Во-первых, ехали мы сначала на поезде в Одессу, оттуда на теплоходе в Севастополь, затем поездом в Киев и уже потом, трамваем в место, откуда все дети возвращаются поправленными. Наша «Алупка» оказалась однопалубным неказистым корытцем. Рядом было пришвартовано судно под названием «Иван Франко», явно предназначенное не для местных, а европейских круизов, и пассажиры, поднимавшиеся на его обвешанный разноцветными флажками борт, тоже выглядели иначе: нарядные, очень праздничные, как и звучавшая из громкоговорителей музыка. Тем не менее, мне понравилась и отделанная деревом каюта, и вечер танцев после ужина, и особенно бескрайняя лунная дорожка за кормой. Папа был отличным танцором-самоучкой. Он не обладал тонким музыкальным слухом и потому не мог правильно интонировать, воспроизводить мелодию, но чувство ритма у него было прекрасное. Вальс, танго, фокстрот: он не просто двигался, делая правильные шаги, — он получал от этого удовольствие и готов был танцевать всегда и везде. Вот и на палубе он тут же пригласил меня в партнёрши, и в конце вечера нам вручили приз за лучшее исполнение танго. Не могу сказать, что папа специально обучал меня этим модным танцам его молодости. Нет, просто он танцевал со мной на руках под музыку из трофейного фильма «Сказки венского леса», и мне навсегда передалось его восхищение музыкой Штрауса и голосом Милицы Корьюс. Лет в шесть, он ненавязчиво показал мне шаги танго и вальса, и с тех пор при всякой возможности демонстрировал присутствующим мои танцевальные способности, чему я никогда не сопротивлялась. Последний раз мы с ним продемонстрировали соло-танго на моей свадьбе… За всю жизнь у меня не случилось лучшего партнёра.

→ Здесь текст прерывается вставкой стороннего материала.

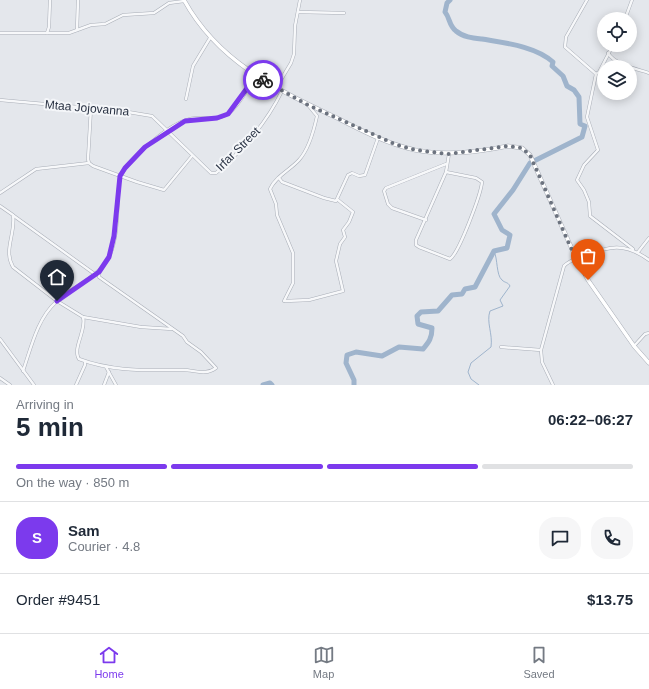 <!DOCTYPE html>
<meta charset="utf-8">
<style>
:root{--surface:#fff;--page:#f6f6f7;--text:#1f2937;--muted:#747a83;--line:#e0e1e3;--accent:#7c3aed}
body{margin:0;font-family:Helvetica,sans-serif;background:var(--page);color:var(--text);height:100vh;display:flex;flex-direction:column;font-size:15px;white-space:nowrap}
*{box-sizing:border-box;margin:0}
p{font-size:13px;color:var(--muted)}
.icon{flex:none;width:22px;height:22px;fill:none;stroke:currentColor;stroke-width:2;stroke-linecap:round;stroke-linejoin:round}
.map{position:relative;height:385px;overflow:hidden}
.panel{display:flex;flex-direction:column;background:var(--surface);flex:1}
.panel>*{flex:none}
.buttons{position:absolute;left:597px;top:12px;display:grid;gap:8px}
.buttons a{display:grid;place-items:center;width:40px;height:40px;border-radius:50%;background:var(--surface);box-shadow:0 2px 10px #0003;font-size:20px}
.pin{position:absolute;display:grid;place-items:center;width:34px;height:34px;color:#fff;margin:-41px -17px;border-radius:50% 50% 50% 0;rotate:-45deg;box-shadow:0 0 4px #0007}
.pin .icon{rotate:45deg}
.courier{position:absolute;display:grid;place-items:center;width:40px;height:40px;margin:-20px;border:3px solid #7c3aed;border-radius:50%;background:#fff;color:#222;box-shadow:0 1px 5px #0007}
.summary em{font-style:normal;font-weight:800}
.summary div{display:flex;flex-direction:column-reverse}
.summary{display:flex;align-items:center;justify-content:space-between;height:68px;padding:0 16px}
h1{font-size:26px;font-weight:800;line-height:30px}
.bar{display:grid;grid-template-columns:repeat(4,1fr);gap:6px 4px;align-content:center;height:48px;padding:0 16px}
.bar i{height:5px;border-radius:3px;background:var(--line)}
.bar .on{background:var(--accent)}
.bar p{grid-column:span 4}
.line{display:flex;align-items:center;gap:10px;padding:0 16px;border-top:1px solid var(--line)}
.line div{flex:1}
.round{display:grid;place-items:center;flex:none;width:42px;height:42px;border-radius:16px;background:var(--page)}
.dock{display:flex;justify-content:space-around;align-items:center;height:56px;border-top:1px solid var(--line);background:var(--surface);font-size:11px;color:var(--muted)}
.dock a{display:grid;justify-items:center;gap:2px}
.dock .on{color:var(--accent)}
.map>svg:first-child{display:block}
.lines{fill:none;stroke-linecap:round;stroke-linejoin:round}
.stream{stroke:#9fb4cc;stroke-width:1}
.river{stroke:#9fb4cc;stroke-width:5}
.minor-casing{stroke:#a9aeb7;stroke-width:3.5}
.secondary-casing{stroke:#a9aeb7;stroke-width:4.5}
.minor{stroke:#f7f8fa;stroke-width:2.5}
.secondary{stroke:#fff;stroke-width:3.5}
.done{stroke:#6c737f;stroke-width:4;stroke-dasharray:0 7.2}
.route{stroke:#7c3aed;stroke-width:5}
.labels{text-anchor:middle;stroke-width:4;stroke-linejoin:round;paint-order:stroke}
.street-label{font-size:12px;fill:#2b3445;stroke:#f4f6f9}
</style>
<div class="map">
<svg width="649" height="385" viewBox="0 0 649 385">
<rect width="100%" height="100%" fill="#e4e7ec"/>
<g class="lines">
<!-- stream -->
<path class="stream" d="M479 385 471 379 468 372 471 363 491 347C493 334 486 322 490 311L503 306 500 300 510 286C508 282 505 283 502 280 496 275 498 259 494 251"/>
<!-- river -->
<g class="river">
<polyline points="263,385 270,383 272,385"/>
<path d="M354 385V380L346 363 347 355 356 352 382 356 399 347 423 349C429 342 432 338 432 328L418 324 417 316 421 312 438 311 452 295 462 294 465 289 475 287 494 251 507 248 510 235 502 230 494 214 513 190 530 163 582 137 585 126 580 124 579 97 574 90 567 86 563 76 552 66 553 62C535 46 505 43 482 39 473 38 463 37 456 31 449 26 450 18 445 12L447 3 450 0"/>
</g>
<!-- minor casing -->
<g class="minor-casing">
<g id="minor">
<polyline points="587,0 566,37 565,47 596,74 599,72 613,45"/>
<polyline points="298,12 344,13"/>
<polyline points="625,19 632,0"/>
<polyline points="77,30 78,0"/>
<polyline points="0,33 69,33 91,25 105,24 123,15 154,13 169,3 184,1"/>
<polyline points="47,33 49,27 50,0"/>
<path d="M608 53C615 65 637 69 649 73"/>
<polyline points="596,74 587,117 598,150 584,165 577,180 584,190 589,202 590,216 633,249"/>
<polyline points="276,88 291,63 294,54 295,26 300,0"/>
<polyline points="186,99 193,66 210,38"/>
<path d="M0 100 122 111 152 116 211 173H216C243 150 266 124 282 91"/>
<polyline points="91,108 88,159 89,163 93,166 137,182 164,190 192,156"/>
<path d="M446 172 476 178 482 182C481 194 459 253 450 259L419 247 416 245V240L446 172 449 154"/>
<polyline points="279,178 282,182 324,198 336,201 348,175 352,173 359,176 365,175 378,138"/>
<polyline points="0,193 36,169 89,163"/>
<path d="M0 206 13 215C16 233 3 250 13 267L57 301 83 317 141 327 172 329"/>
<polyline points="14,216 96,275"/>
<polyline points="426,220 392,208 388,204 384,191 386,188 446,164"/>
<polyline points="638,252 649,238"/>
<path d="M284 301 293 283V253L277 215 276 204 270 189C276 176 290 170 299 160 309 149 314 130 317 116L308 105"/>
<polyline points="285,301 309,300 343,291 336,261 340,244 345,237 343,230 349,222 353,212 338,200"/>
<path d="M83 317C87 330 72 348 79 359 113 372 148 370 183 370 195 370 205 376 216 368L201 352 187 342 183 336 99 277V272"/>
<polyline points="0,339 34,385"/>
<polyline points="634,346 645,334 649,333"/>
<polyline points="501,347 541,350"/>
<polyline points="106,367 116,385"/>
<path d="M23 371C31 348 37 319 56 302 73 286 98 278 109 257 120 235 116 200 120 176 132 157 168 124 190 119 202 116 218 122 229 113 240 105 248 87 256 76"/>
<polyline points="0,378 10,385"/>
<polyline points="76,385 85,365 85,362"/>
<polyline points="104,385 109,372"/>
<path d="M553 385 542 362 541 350 564 266C570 260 575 259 583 256 610 246 624 242 649 260"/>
</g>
</g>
<!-- secondary casing -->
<g class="secondary-casing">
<path id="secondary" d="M184 0C218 62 276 89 337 118 362 131 388 144 415 150 447 156 478 152 508 146L522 148 530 155 576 258 588 280 634 346 649 363"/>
</g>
<!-- minor -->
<use href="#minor" class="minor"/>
<!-- secondary -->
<use href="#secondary" class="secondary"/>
</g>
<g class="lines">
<!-- done -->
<polyline class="done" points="263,80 308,105 397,145 416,150 448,154 508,146 522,148 530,155 571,248 588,280"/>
<!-- route -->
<polyline class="route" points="57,301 99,272 109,257 114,236 120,176 125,168 145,147 185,121 217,118 228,114 256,76 263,80"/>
</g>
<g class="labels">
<!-- street labels -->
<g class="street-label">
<text transform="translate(87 108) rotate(5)" y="4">Mtaa Jojovanna</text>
<text transform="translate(238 149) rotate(-45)" y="4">Irfar Street</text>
</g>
</g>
</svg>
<div class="buttons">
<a><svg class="icon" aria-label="locate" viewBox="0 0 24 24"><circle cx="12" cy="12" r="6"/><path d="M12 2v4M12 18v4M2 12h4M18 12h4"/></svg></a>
<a><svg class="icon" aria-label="layers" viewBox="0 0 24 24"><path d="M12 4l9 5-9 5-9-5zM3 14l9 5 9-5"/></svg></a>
</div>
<div class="pin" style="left:588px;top:280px;background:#ea580c"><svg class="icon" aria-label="bag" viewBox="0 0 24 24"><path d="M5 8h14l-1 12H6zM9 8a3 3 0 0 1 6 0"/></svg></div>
<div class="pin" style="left:57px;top:301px;background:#1f2937"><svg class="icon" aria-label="home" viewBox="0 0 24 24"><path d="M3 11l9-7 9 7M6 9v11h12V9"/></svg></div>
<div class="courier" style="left:263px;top:80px"><svg class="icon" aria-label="bike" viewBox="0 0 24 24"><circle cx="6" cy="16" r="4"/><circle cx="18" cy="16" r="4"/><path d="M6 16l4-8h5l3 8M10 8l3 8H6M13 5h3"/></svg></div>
</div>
<section class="panel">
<div class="summary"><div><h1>5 min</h1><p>Arriving in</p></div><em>06:22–06:27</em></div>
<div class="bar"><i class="on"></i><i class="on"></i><i class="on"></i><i></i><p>On the way · 850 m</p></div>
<div class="line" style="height:72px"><b class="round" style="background:var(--accent);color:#fff">S</b><div><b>Sam</b><p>Courier · 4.8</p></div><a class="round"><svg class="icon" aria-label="chat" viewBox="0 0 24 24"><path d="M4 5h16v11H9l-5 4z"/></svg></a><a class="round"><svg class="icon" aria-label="phone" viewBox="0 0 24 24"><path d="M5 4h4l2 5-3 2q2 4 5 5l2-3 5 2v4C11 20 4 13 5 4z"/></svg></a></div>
<div class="line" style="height:52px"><div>Order #9451</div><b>$13.75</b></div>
</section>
<nav class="dock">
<a class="on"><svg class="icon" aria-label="home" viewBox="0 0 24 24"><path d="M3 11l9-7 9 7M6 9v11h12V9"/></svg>Home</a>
<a><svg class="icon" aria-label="map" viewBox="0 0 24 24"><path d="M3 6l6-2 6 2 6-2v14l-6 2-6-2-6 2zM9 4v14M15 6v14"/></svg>Map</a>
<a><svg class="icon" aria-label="saved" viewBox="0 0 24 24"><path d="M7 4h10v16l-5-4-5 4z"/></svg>Saved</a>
</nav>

Мама, с её прекрасным музыкальным слухом, конечно тоже хорошо танцевала, но без того воодушевления, которое делает танец — праздником души.
Ночью приснилось будто я лечу куда-то против своей воли, причём, не плавно ввысь, а толчками из стороны в сторону, и что-то тяжёлое падает мне на плечо. Резко проснувшись, я поняла — этим что-то оказался выигранный нами и упавший со столика приз. Папа уже сидел на своей койке, и даже в скудном свете ночника было заметно, как он старается придать своему лицу спокойное выражение. «Немного штормит, — сообщил он, — к утру успокоится». Но к утру стало хуже: наш «лайнер» кренился то в одну, то в другую сторону, и я, лёжа на койке, сползала то к стенке каюты, то к столику, с которого мы убрали стаканы и золочёный приз в виде увесистого ромба со звездой на макушке. Убедившись, что меня не мутит, папа твёрдым голосом произнёс: «И всё же надо позавтракать». Мне запомнилась яичница-глазунья со шпротиной на металлической тарелке, на которую я, только взглянув, поняла: в данной ситуации лучше остаться голодной. Мы поднялись на заблёванную палубу, и тут, от запаха, а точнее, от вони, меня действительно чуть не стошнило. Наверное, шторм и не был особенно сильным, но для такой лоханки, как наша «Алупка», и особенно для пассажиров, он стал испытанием на прочность. Но за те проведённые на палубе минуты, я навсегда сохранила в памяти поразивший меня цвет штормовых волн: крысино-серый, с белой пузырчатой щетиной, пугающий злобной глубиной. Качка закончилась внезапно, словно кто-то резко повернул ключ в механизме. Небо очистилось от низких плотных туч, заиграло солнце, на палубу выползли люди, и тут я впервые, совсем вблизи, увидела забавляющихся на всех ещё беспокойных волнах дельфинов. Это был абсолютный восторг и самое яркое впечатление от трёхдневного морского путешествия.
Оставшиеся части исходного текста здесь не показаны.